Task details: Leave out the pictures and retype everything else in the records below exactly.

= Beginning of Section =

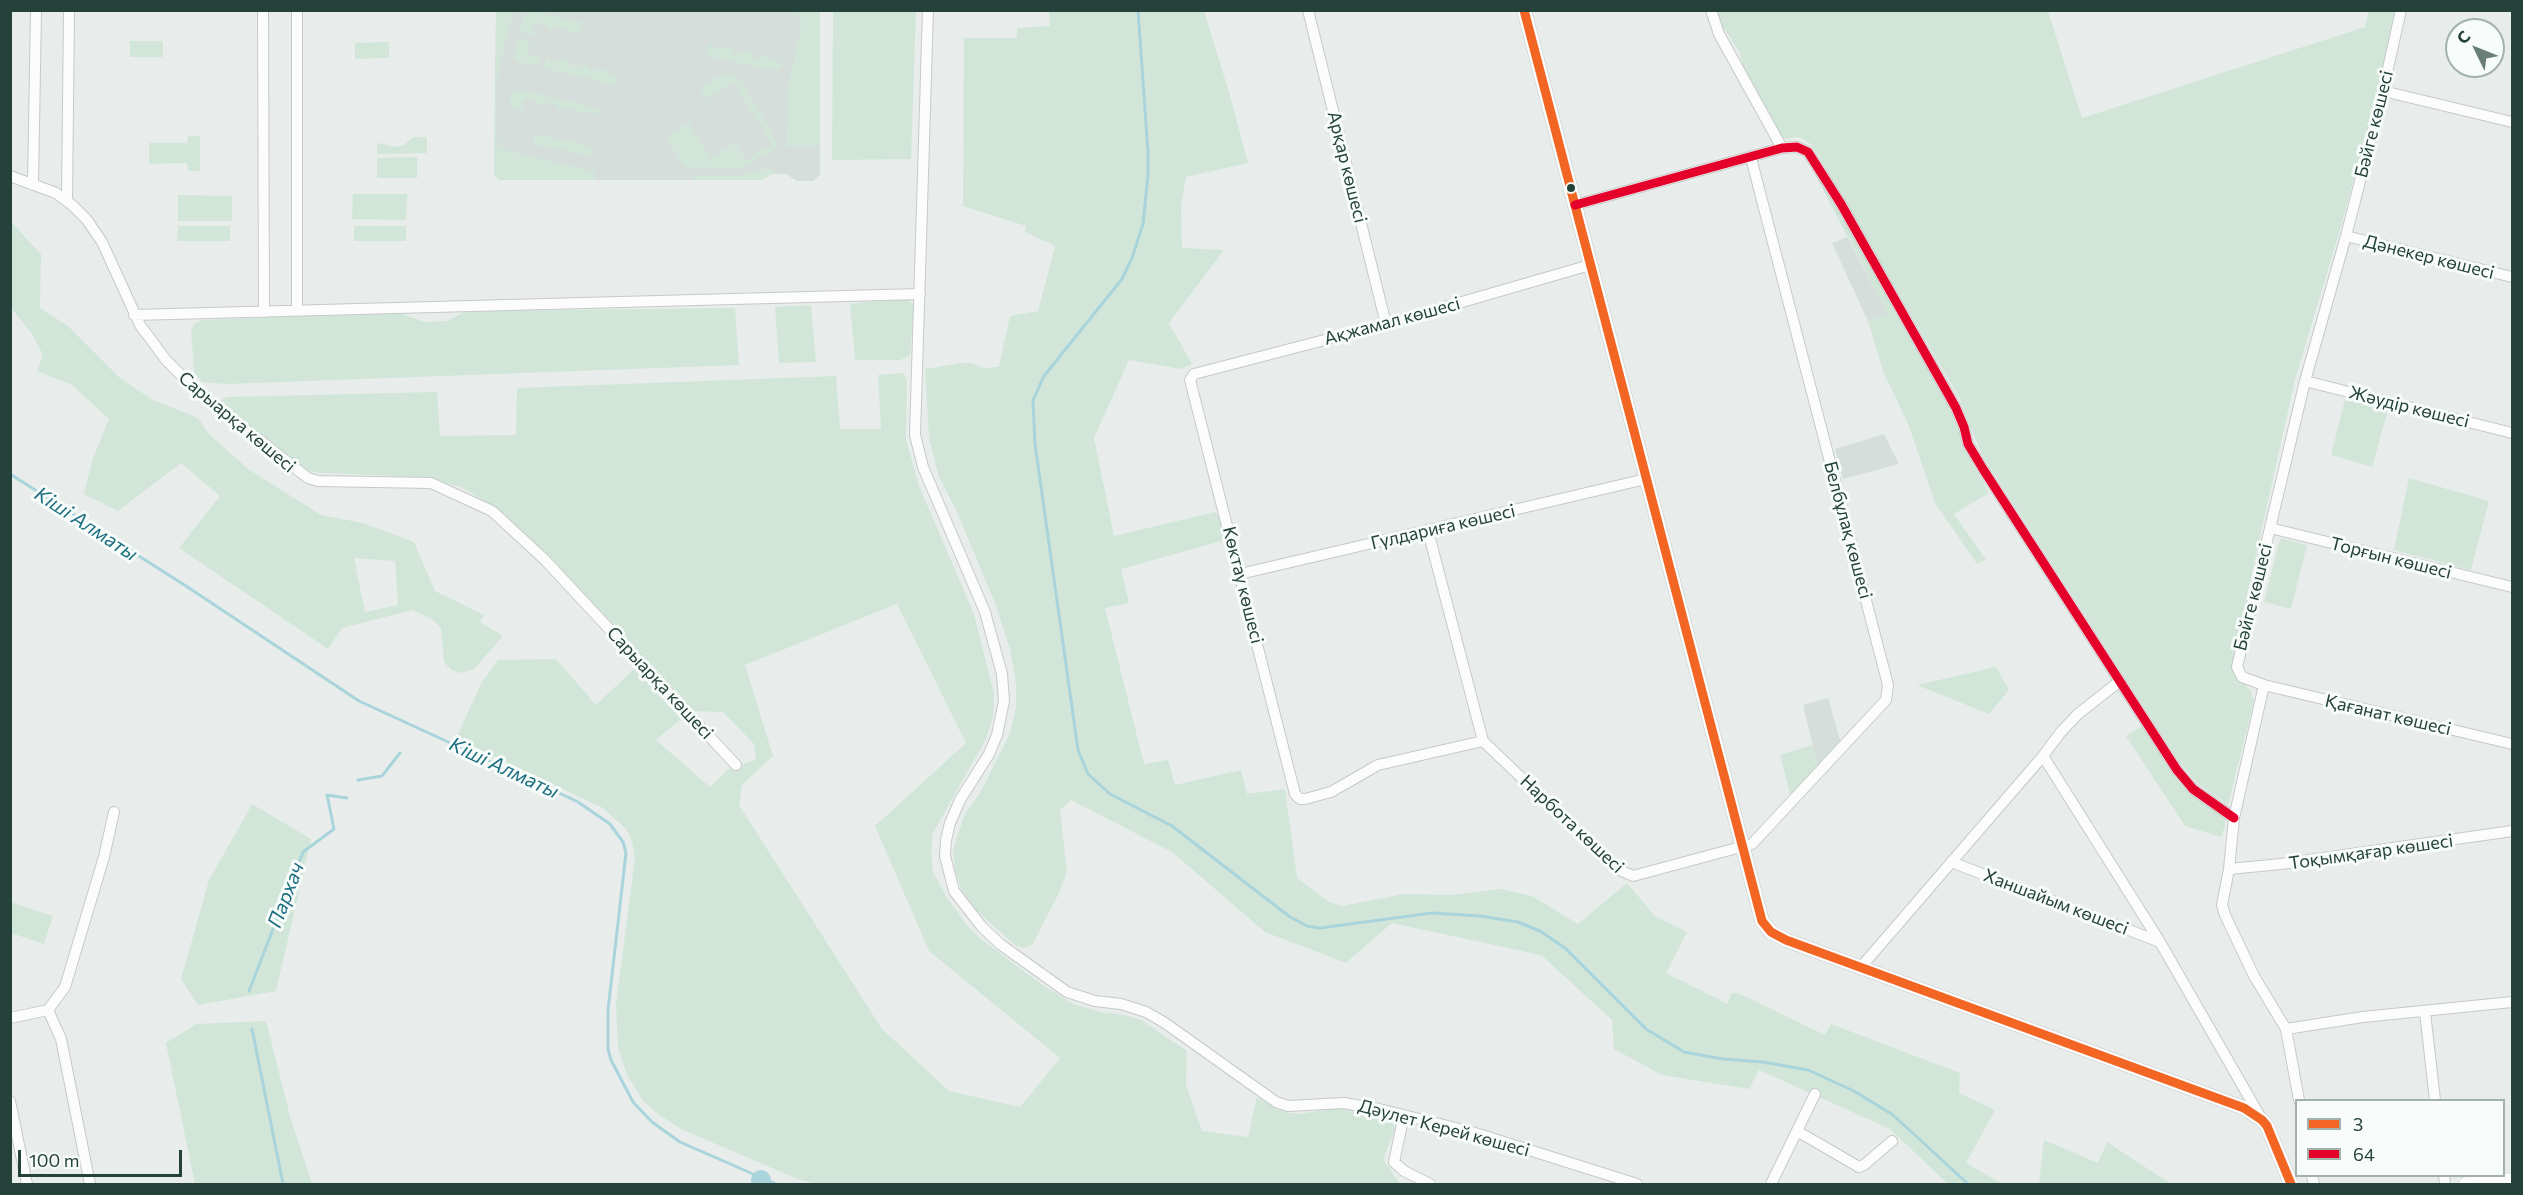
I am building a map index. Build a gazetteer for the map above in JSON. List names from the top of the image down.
{
  "streets": {
    "street": [
      "Бәйге көшесі",
      "Арқар көшесі",
      "Дәнекер көшесі",
      "Ақжамал көшесі",
      "Жәудір көшесі",
      "Сарыарқа көшесі",
      "Гүлдариға көшесі",
      "Белбұлақ көшесі",
      "Торғын көшесі",
      "Көктау көшесі",
      "Қағанат көшесі",
      "Нарбота көшесі",
      "Тоқымқағар көшесі",
      "Ханшайым көшесі",
      "Дәулет Керей көшесі"
    ]
  },
  "crossings": [
    ["Бәйге көшесі", "Дәнекер көшесі"],
    ["Бәйге көшесі", "Жәудір көшесі"],
    ["Бәйге көшесі", "Торғын көшесі"],
    ["Бәйге көшесі", "Қағанат көшесі"],
    ["Арқар көшесі", "Ақжамал көшесі"],
    ["Ақжамал көшесі", "Көктау көшесі"],
    ["Гүлдариға көшесі", "Көктау көшесі"],
    ["Белбұлақ көшесі", "Нарбота көшесі"],
    ["Көктау көшесі", "Нарбота көшесі"]
  ],
  "water": ["Кіші Алматы", "Пархач"],
  "lines": ["transit line 3", "transit line 64"],
  "legend": ["3", "64"],
  "scale_bar": "100 m",
  "north": "top left"
}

= End of Section =

Final answer:
I am building a map index. Build a gazetteer for the map above in JSON. List names from the top of the image down.
{
  "streets": {
    "street": [
      "Бәйге көшесі",
      "Арқар көшесі",
      "Дәнекер көшесі",
      "Ақжамал көшесі",
      "Жәудір көшесі",
      "Сарыарқа көшесі",
      "Гүлдариға көшесі",
      "Белбұлақ көшесі",
      "Торғын көшесі",
      "Көктау көшесі",
      "Қағанат көшесі",
      "Нарбота көшесі",
      "Тоқымқағар көшесі",
      "Ханшайым көшесі",
      "Дәулет Керей көшесі"
    ]
  },
  "crossings": [
    ["Бәйге көшесі", "Дәнекер көшесі"],
    ["Бәйге көшесі", "Жәудір көшесі"],
    ["Бәйге көшесі", "Торғын көшесі"],
    ["Бәйге көшесі", "Қағанат көшесі"],
    ["Арқар көшесі", "Ақжамал көшесі"],
    ["Ақжамал көшесі", "Көктау көшесі"],
    ["Гүлдариға көшесі", "Көктау көшесі"],
    ["Белбұлақ көшесі", "Нарбота көшесі"],
    ["Көктау көшесі", "Нарбота көшесі"]
  ],
  "water": ["Кіші Алматы", "Пархач"],
  "lines": ["transit line 3", "transit line 64"],
  "legend": ["3", "64"],
  "scale_bar": "100 m",
  "north": "top left"
}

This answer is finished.